=== Section Start ===
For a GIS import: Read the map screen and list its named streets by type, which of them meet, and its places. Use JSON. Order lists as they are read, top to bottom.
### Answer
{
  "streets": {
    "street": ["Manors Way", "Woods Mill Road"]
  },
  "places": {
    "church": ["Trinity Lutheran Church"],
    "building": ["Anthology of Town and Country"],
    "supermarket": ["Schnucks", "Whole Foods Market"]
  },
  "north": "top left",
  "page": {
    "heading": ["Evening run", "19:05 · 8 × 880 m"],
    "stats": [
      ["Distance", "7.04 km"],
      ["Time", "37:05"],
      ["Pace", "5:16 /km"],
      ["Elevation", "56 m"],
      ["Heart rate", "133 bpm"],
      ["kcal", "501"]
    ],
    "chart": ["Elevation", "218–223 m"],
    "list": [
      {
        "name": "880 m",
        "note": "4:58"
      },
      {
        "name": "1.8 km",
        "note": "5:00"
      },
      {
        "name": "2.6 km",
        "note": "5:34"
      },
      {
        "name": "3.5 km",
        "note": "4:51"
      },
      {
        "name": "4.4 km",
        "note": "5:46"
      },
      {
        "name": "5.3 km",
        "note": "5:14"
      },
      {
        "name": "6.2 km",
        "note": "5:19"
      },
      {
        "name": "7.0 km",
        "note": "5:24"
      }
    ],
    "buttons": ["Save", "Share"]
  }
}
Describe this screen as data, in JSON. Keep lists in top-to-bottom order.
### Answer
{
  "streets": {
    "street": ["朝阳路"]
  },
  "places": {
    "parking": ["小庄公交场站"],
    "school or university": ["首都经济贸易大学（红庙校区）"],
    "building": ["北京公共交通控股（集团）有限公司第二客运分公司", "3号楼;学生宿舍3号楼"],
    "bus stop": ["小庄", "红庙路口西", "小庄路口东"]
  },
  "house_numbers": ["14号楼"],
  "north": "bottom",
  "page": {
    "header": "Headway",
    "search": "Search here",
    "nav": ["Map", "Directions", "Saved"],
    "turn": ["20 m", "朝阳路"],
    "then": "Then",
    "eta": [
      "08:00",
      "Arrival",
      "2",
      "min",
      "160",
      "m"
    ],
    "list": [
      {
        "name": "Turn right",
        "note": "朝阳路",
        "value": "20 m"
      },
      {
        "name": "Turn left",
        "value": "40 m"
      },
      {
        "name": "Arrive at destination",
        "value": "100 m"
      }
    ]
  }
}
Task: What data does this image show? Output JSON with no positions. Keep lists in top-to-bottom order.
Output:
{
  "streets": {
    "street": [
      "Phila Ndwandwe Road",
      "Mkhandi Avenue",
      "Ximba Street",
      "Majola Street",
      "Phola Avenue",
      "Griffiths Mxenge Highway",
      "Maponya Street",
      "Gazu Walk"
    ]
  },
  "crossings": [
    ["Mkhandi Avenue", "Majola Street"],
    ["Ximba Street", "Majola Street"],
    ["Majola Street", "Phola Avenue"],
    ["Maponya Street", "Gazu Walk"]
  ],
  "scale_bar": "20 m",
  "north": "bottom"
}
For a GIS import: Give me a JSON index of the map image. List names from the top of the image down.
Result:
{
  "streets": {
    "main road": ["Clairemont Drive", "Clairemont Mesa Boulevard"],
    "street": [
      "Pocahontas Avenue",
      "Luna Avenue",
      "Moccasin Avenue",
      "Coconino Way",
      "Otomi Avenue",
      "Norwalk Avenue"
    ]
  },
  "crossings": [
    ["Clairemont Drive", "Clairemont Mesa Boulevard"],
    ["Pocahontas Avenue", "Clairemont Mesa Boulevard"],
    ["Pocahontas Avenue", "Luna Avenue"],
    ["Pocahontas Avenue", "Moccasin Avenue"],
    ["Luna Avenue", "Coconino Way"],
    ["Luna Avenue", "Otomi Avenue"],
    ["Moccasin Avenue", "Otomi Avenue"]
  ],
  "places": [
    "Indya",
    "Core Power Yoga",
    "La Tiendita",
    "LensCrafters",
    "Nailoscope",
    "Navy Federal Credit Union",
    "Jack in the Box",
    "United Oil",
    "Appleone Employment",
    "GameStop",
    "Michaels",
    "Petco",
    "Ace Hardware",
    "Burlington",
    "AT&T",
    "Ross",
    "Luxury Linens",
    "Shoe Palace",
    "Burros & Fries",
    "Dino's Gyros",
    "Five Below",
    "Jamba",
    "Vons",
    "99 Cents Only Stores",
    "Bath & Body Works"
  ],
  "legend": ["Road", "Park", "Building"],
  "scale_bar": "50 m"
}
=== Section End ===
TASK DETAILS =>
Go through the records above and copy each line where "lists" is found.

ANSWER SECTION =>
For a GIS import: Read the map screen and list its named streets by type, which of them meet, and its places. Use JSON. Order lists as they are read, top to bottom.
Describe this screen as data, in JSON. Keep lists in top-to-bottom order.
Task: What data does this image show? Output JSON with no positions. Keep lists in top-to-bottom order.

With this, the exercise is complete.